Years ago, the American Cancer Society used most of their resources to teach us that early self-diagnosis is the best way to prevent cancer.   Years later, the data collected over years of patients visiting their doctors either for screenings or by self-screening led to harmful interventions, unnecessary tests, and in some cases, treatment for a disease that wasn’t.

For years, we have been led to believe that annual mammograms, colonoscopies past a certain age, and prostate evaluations and treatment were helpful in diagnosing disease.  The truth is that many of us have not been willing to stop with these evaluations because of our fear of disease and in some cases, doctors themselves have ignored the latest research and continued to order these tests.

Old habits are indeed difficult to break however, many of these screening procedures have resulted in people being subjected to emotional and physical trauma in some cases because of the diagnostic process.  In other cases such as prostate, companies are still selling their treatments for a gradually dwindling group of patients who are continuing to treat the “what if ” disease.

The idea in medicine has always been to do no harm and to use procedures when the benefits outweigh the risks.  Check out this interesting discussion in the NY Times.

With Cancer Screening, Better Safe Than Sorry?

By JANE E. BRODY JULY 17, 2017

Doctors and medical organizations often advise that past a certain age, older adults can forgo various screening tests for cancer.

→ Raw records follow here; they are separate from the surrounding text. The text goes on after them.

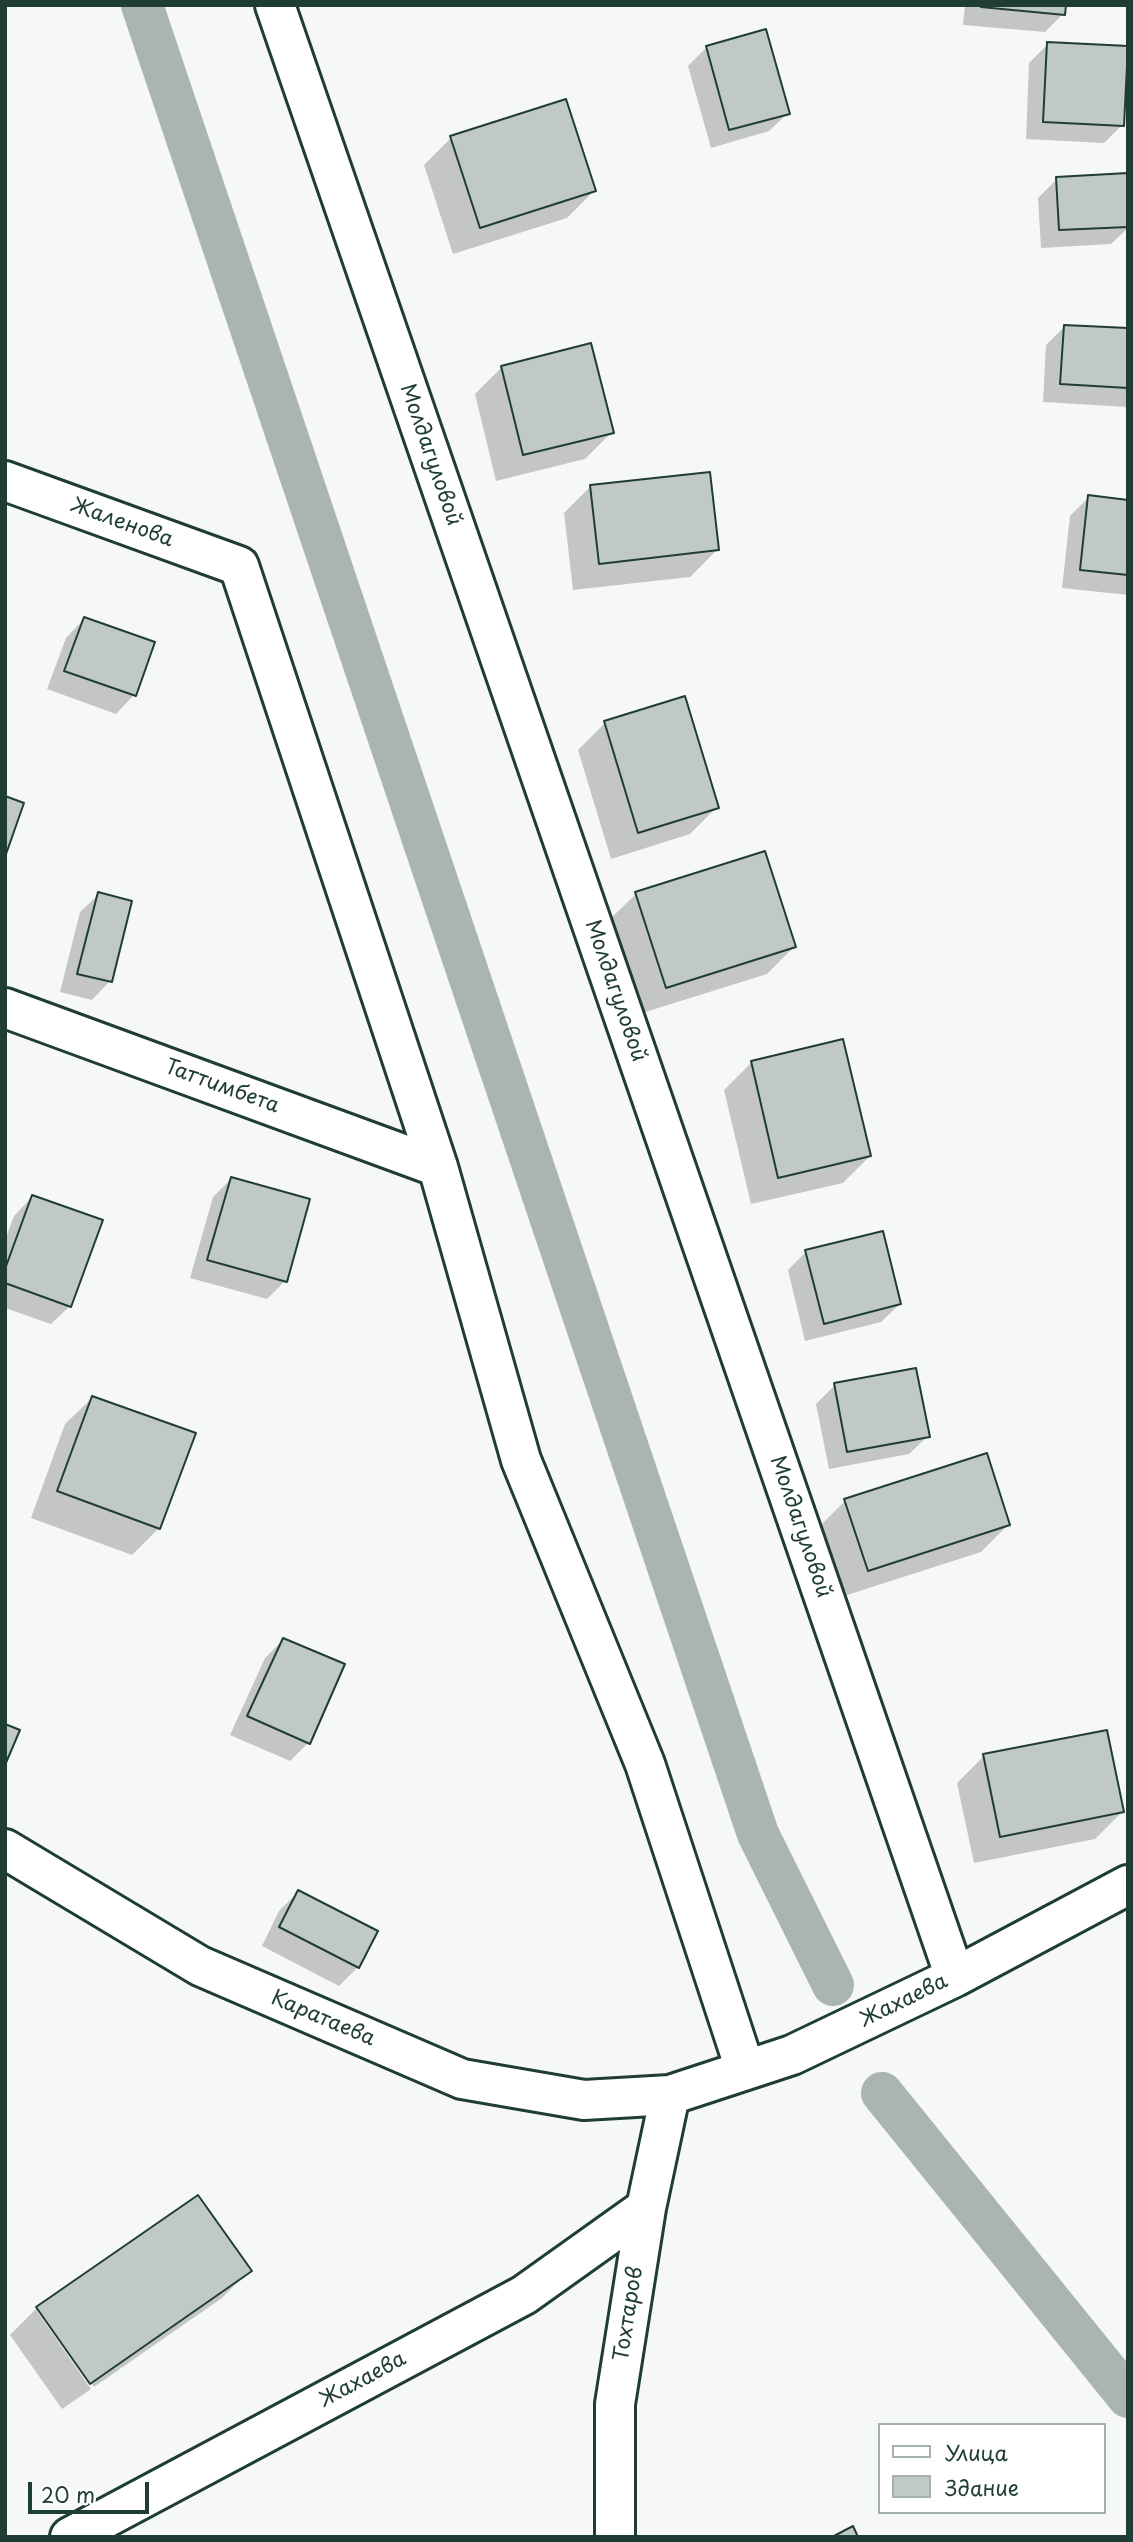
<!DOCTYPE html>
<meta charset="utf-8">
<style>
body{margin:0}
#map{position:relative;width:1133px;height:2542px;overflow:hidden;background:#f6f7f7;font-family:"Playpen Sans",sans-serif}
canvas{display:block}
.frame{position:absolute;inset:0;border:7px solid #1f3d34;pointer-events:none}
.legend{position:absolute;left:878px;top:2423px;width:228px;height:91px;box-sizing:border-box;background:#fff;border:2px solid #a5b1ae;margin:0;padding:9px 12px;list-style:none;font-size:21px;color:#1f3d34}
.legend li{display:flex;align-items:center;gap:14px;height:35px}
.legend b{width:35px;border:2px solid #a5b1ae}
.scale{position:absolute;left:28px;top:2482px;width:121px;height:32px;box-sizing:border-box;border:4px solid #1f3d34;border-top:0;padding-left:9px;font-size:21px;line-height:24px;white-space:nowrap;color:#1f3d34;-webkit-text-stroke:5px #fff;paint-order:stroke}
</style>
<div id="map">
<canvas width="1133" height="2542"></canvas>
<div class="frame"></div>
<ul class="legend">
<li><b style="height:9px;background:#fff"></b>Улица</li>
<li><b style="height:19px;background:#c0c9c6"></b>Здание</li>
</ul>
<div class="scale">20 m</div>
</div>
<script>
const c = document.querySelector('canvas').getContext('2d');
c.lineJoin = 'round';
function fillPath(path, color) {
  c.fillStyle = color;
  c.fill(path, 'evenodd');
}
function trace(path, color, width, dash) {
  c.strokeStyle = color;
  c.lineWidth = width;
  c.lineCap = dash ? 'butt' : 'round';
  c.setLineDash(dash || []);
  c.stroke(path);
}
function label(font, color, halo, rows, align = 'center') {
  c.font = font + ' "Playpen Sans",sans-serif';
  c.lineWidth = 6;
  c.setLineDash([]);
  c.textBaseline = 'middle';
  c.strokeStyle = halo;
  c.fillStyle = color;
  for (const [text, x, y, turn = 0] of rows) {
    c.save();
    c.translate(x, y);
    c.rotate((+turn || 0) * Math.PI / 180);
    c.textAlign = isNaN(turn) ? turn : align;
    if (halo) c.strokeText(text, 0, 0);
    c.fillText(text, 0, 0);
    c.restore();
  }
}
fillPath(new Path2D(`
 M 965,5 L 1064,5 L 1063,14 L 1045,32 L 963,25 Z
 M 765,32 L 788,113 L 769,131 L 711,148 L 688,66 L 706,48 Z
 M 1048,44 L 1122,125 L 1104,143 L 1026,139 L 1029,63 Z
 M 565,102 L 594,191 L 567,218 L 453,254 L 424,165 L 451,138 Z
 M 1057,179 L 1128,193 L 1128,228 L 1111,244 L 1041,248 L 1038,198 Z
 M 1065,326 L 1128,330 L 1128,407 L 1043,402 L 1046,345 Z
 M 502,367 L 612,432 L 585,459 L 496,481 L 475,394 Z
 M 591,486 L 717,550 L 690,577 L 573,590 L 564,513 Z
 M 1089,497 L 1128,502 L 1128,595 L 1062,588 L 1070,516 Z
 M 84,619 L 153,643 L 134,695 L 116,714 L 47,689 L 66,638 Z
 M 605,723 L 717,807 L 690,834 L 611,859 L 578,750 Z
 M 99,894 L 110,981 L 92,1000 L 60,992 L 80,912 Z
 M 636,894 L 794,947 L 767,974 L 639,1014 L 609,920 Z
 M 842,1041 L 870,1156 L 843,1183 L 751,1204 L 724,1090 L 751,1063 Z
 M 231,1179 L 285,1281 L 267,1299 L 190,1278 L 213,1197 Z
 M 32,1197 L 70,1306 L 51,1324 L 5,1308 L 5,1240 L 14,1216 Z
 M 806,1252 L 900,1304 L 881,1322 L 805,1341 L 788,1270 Z
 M 835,1385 L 928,1436 L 909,1454 L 829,1469 L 816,1404 Z
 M 92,1398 L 159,1528 L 132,1555 L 31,1518 L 65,1424 Z
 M 845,1501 L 1008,1525 L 981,1552 L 841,1597 L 818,1528 Z
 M 283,1640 L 308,1743 L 290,1761 L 230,1735 L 265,1658 Z
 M 984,1756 L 1122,1812 L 1095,1839 L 974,1863 L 957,1783 Z
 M 298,1892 L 358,1967 L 339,1986 L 262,1946 L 279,1911 Z
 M 197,2197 L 249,2271 L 222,2298 L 94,2387 L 41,2311 L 37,2311 L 91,2389 L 62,2409 L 10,2335 L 37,2308 Z`), '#0003');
trace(new Path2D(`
 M 142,5 L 758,1834 L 833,1985
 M 882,2093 L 1128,2397`), '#aab5b1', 42);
const building = new Path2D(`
 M 981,5 L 1066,5 L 1065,15 L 981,7 Z
 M 766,29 L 790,114 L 729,130 L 706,46 Z
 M 1047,42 L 1128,46 L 1124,126 L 1043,122 Z
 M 566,99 L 596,191 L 480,228 L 450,136 Z
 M 1128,173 L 1128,227 L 1059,230 L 1056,177 Z
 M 1064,325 L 1128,328 L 1128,388 L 1060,384 Z
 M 591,343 L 614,433 L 523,455 L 501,366 Z
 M 710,472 L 719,550 L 599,564 L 590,485 Z
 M 1088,495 L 1128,500 L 1128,575 L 1080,570 Z
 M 84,617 L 155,642 L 136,696 L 64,671 Z
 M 685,696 L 719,808 L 638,833 L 604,721 Z
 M 5,796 L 24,803 L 5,857 Z
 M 765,851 L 796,947 L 666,988 L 635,892 Z
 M 98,892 L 132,901 L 112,982 L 77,974 Z
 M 843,1039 L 871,1156 L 778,1178 L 751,1061 Z
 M 231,1177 L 310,1199 L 287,1282 L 207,1260 Z
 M 32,1195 L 103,1220 L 71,1307 L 5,1283 L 5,1269 Z
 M 883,1231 L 901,1304 L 824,1324 L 805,1250 Z
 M 916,1368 L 930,1437 L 847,1452 L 834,1383 Z
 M 92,1396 L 196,1433 L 160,1529 L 57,1491 Z
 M 987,1453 L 1010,1525 L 868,1571 L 844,1499 Z
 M 283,1638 L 345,1664 L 310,1744 L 247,1716 Z
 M 5,1724 L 20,1730 L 5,1765 Z
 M 1107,1730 L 1124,1812 L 1000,1837 L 983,1754 Z
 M 298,1890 L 378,1931 L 359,1968 L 279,1927 Z
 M 198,2195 L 252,2271 L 90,2384 L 36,2307 Z
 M 853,2526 L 858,2537 L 832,2537 Z`);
fillPath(building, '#c0c9c6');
trace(building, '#1f3d34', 2);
const minor = new Path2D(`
 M 275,5 L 955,1977
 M 5,481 L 239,566 L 438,1167 L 521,1460 L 645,1764 L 745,2069
 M 5,1008 L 438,1167
 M 5,1849 L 200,1966 L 462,2079 L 584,2100 L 670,2095 L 792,2055 L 955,1977 L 1128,1885
 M 70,2537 L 524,2295 L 646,2208
 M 615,2537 L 615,2404 L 646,2208 L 670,2095`);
trace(minor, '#1f3d34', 44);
trace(minor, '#fff', 38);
label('21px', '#1f3d34', '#fff', [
 ["Молдагуловой",430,455,71],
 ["Жаленова",122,523,20],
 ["Молдагуловой",615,991,71],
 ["Таттимбета",222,1087,20],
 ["Молдагуловой",800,1527,71],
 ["Жахаева",904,2001,-26],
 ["Каратаева",323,2019,23],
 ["Тохтаров",629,2314,-81],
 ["Жахаева",363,2380,-28]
]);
</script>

But many patients, no matter how old or sick they may be, are reluctant to abandon tests they’ve long been told can be lifesaving.

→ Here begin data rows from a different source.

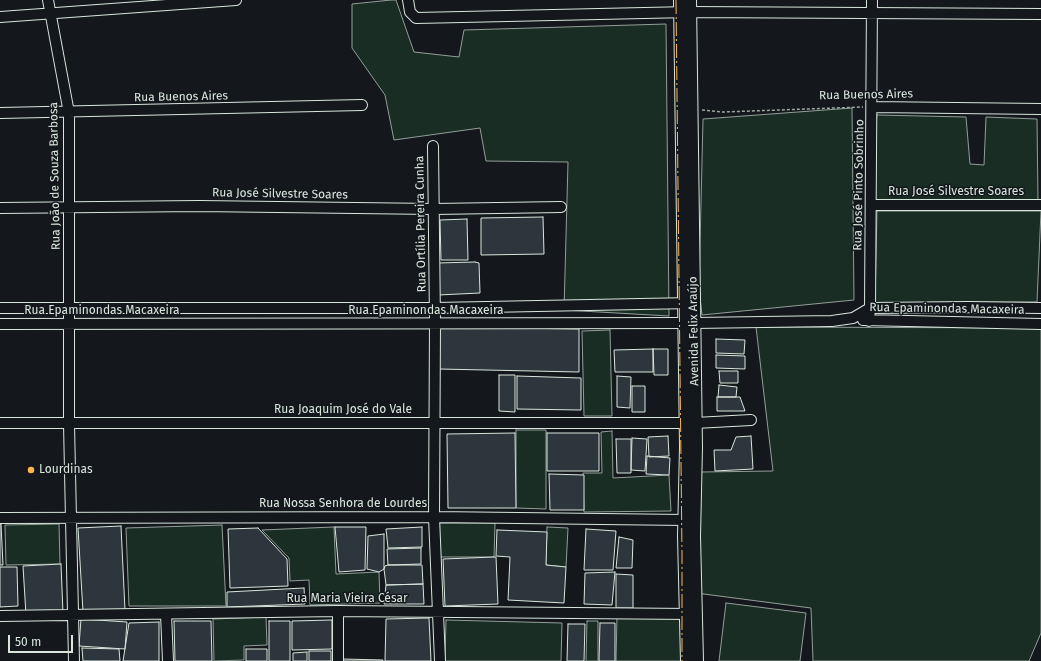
<!DOCTYPE html>
<html>
<head>
<meta charset="utf-8">
<style>
	body { margin:0 }
	#map { position:relative; width:1041px; height:661px; overflow:hidden; background:#14181c; font-family:"Fira Sans",sans-serif }
	canvas { display:block }
	.scale { position:absolute; left:8px; top:635px; width:65px; height:18px; box-sizing:border-box; border:2px solid #d8e6dc; border-top:0; padding-left:5px; font-size:12px; line-height:14px; white-space:nowrap; color:#d8e6dc; -webkit-text-stroke:3px #14181c; paint-order:stroke }
</style>
</head>
<body>
<div id="map">
<canvas width="1041" height="661"></canvas>
<div class="scale">50 m</div>
</div>
<script>
const c = document.querySelector('canvas').getContext('2d');
c.lineJoin = 'round';
function fillPath(path, color) {
  c.fillStyle = color;
  c.fill(path, 'evenodd');
}
function poly(rows) {
  const path = new Path2D();
  for (const r of rows) {
    path.moveTo(r[0], r[1]);
    for (let i = 2; i < r.length; i += 2) path.lineTo(r[i], r[i + 1]);
  }
  return path;
}
function trace(path, color, width, dash) {
  c.strokeStyle = color;
  c.lineWidth = width;
  c.lineCap = dash ? 'butt' : 'round';
  c.setLineDash(dash || []);
  c.stroke(path);
}
function label(font, color, halo, rows, align = 'center') {
  c.font = font + ' "Fira Sans",sans-serif';
  c.lineWidth = 3;
  c.setLineDash([]);
  c.textBaseline = 'middle';
  c.strokeStyle = halo;
  c.fillStyle = color;
  for (const [text, x, y, turn = 0] of rows) {
    c.save();
    c.translate(x, y);
    c.rotate((+turn || 0) * Math.PI / 180);
    c.textAlign = isNaN(turn) ? turn : align;
    if (halo) c.strokeText(text, 0, 0);
    c.fillText(text, 0, 0);
    c.restore();
  }
}
const green = poly([
	[391,0,396,0,414,52,459,57,464,30,666,24,669,316,564,310,568,162,486,161,480,128,394,140,385,95,352,48,352,4,391,0],
	[852,108,854,300,702,315,699,288,703,119,852,108],
	[877,115,966,117,970,164,984,165,986,117,1037,119,1038,201,876,205,871,194,877,115],
	[877,211,1041,211,1037,302,875,303,877,211],
	[756,327,1041,328,1041,633,1029,661,813,661,811,608,696,593,701,472,773,471,756,327],
	[610,330,612,416,584,416,582,331,610,330],
	[516,430,546,430,546,509,516,508,516,430],
	[612,431,613,478,669,475,671,511,584,512,583,473,602,473,601,432,612,431],
	[439,523,495,523,494,557,440,557,439,523],
	[59,524,60,564,6,565,5,525,59,524],
	[222,525,226,606,129,606,126,528,222,525],
	[334,527,336,574,379,572,380,603,310,605,309,580,290,581,289,558,262,530,334,527],
	[547,527,568,528,566,567,546,565,547,527],
	[726,603,806,613,800,661,719,661,726,603],
	[617,616,683,617,682,661,616,661,617,616],
	[266,617,267,645,244,646,244,660,214,661,213,619,266,617],
	[446,620,562,623,561,661,445,661,446,620],
	[587,621,598,621,598,661,586,661,587,621]
]);
fillPath(green, '#1a2d24');
trace(green, '#939e99', 1);
const building = poly([
	[543,217,544,254,481,255,481,218,543,217],
	[467,219,468,260,441,260,440,220,467,219],
	[475,262,479,263,480,293,438,295,437,263,475,262],
	[439,327,579,329,579,372,439,369,439,327],
	[716,339,745,340,744,354,716,353,716,339],
	[653,349,653,372,615,372,614,350,653,349],
	[653,349,668,349,668,375,654,375,653,349],
	[716,355,745,356,745,369,716,368,716,355],
	[719,371,738,371,738,383,720,383,719,371],
	[499,375,515,375,515,412,499,411,499,375],
	[517,376,581,378,581,410,517,409,517,376],
	[617,376,631,377,630,408,617,407,617,376],
	[719,385,737,387,736,397,718,397,719,385],
	[632,386,645,386,645,412,632,412,632,386],
	[717,397,740,397,745,411,717,411,717,397],
	[515,433,516,508,448,508,447,434,515,433],
	[547,433,599,433,599,471,547,471,547,433],
	[668,436,669,456,649,457,648,437,668,436],
	[751,436,753,469,715,471,714,450,731,450,736,437,751,436],
	[632,438,647,439,645,471,631,470,632,438],
	[616,439,631,439,631,473,617,473,616,439],
	[647,456,670,458,669,475,646,474,647,456],
	[549,474,584,475,584,510,550,510,549,474],
	[0,524,1,524,3,565,0,565,0,524],
	[121,526,125,610,83,612,78,528,121,526],
	[335,527,366,527,365,570,339,572,335,527],
	[422,527,422,547,388,548,386,529,422,527],
	[258,528,287,559,288,586,230,588,228,529,258,528],
	[586,529,616,531,613,570,584,570,586,529],
	[497,530,547,532,546,565,566,567,564,603,508,600,510,557,496,556,497,530],
	[384,534,384,569,379,572,367,569,368,536,384,534],
	[619,537,633,540,632,568,616,568,619,537],
	[421,548,421,564,388,565,387,549,421,548],
	[494,557,496,557,498,604,445,606,443,559,494,557],
	[61,564,63,613,26,615,23,566,61,564],
	[388,565,422,565,423,584,386,585,384,569,385,566,388,565],
	[0,567,17,567,18,606,0,607,0,567],
	[615,572,612,605,584,604,585,573,615,572],
	[616,574,633,575,633,608,616,608,616,574],
	[423,584,424,604,384,604,386,585,423,584],
	[304,588,305,604,227,607,227,592,304,588],
	[429,618,431,661,385,661,386,619,429,618],
	[81,619,127,622,125,649,79,646,81,619],
	[332,620,332,649,292,650,292,621,332,620],
	[174,621,211,621,212,661,175,661,174,621],
	[269,621,290,621,290,661,269,661,269,621],
	[159,622,159,661,123,661,129,623,159,622],
	[600,623,615,623,615,661,599,661,600,623],
	[568,624,585,624,584,661,567,661,568,624],
	[82,648,119,649,120,661,83,661,82,648],
	[246,649,267,649,267,661,246,661,246,649],
	[309,651,331,651,331,661,309,661,309,651],
	[307,652,307,661,293,661,293,653,307,652],
	[342,659,383,660,383,661,342,661,342,659]
]);
fillPath(building, '#2c363c');
trace(building, '#d8e6dc', 1);
const minor = poly([
	[48,0,69,113,69,424,74,661],
	[408,0,410,12,416,18,690,12,1041,14],
	[0,17,236,0],
	[872,107,1041,109],
	[0,113,362,105],
	[433,146,435,324,434,517,440,661],
	[871,205,1041,205],
	[0,208,199,206,434,209,561,207],
	[0,308,435,308,692,303],
	[863,320,1041,324],
	[869,321,870,308,872,0],
	[0,324,694,323,832,321,853,318,870,308,968,307,1041,308],
	[0,423,685,423],
	[695,423,751,420],
	[0,518,434,517,686,520],
	[338,611,338,661],
	[166,614,168,661],
	[0,616,338,611,692,614]
]);
const major = poly([
	[680,0,686,447,684,536,687,661],
	[690,0,696,447,694,536,697,661]
]);
trace(minor, '#d8e6dc', 12);
trace(major, '#d8e6dc', 14);
trace(poly([
	[702,110,723,112,863,107]
]), '#9da8a2', 1.5, [3, 2]);
trace(minor, '#14181c', 10);
trace(major, '#14181c', 12);
trace(poly([
	[676,0,682,554,682,661]
]), '#ffb74d', 1, [14, 3, 2, 3]);
for (const [x, y, r, color] of [
	[31,470,4,"#ffb74d"]
]) {
  const dot = new Path2D();
  dot.arc(x, y, r, 0, 2 * Math.PI);
  c.fillStyle = color;
  c.fill(dot);
  trace(dot, '#14181c', 1.5);
}
label('12px', '#d8e6dc', '#14181c', [
	["Rua Buenos Aires",866,95,-1],
	["Rua Buenos Aires",181,97,-1],
	["Rua João de Souza Barbosa",55,176,-91],
	["Rua José Pinto Sobrinho",859,185,-89],
	["Rua José Silvestre Soares",956,192],
	["Rua José Silvestre Soares",280,194,1],
	["Rua Ortília Pereira Cunha",421,224,-91],
	["Rua Epaminondas Macaxeira",947,309,1],
	["Rua Epaminondas Macaxeira",102,311],
	["Rua Epaminondas Macaxeira",426,311],
	["Avenida Felix Araújo",694,331,-91],
	["Rua Joaquim José do Vale",343,410],
	["Rua Nossa Senhora de Lourdes",343,504],
	["Rua Maria Vieira César",347,599]
]);
label('12px', '#d8e6dc', '#14181c', [
	["Lourdinas",39,470]
], 'left');
</script>
</body>
</html>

To be sure, among my close circle of septuagenarian friends, none of us have stopped getting annual mammograms, even though I, having previously had breast cancer, am likely to be the only one among them for whom the potential benefit might conceivably outweigh the risks.

I’ve met people with no known risk for colorectal cancer who continue to get colonoscopies well past the age of established recommendations. Not to mention the countless men at low risk for prostate cancer who continue to get PSA tests, often at the suggestion of their doctors, when the best evidence says that for such men the test can result in more harm than good.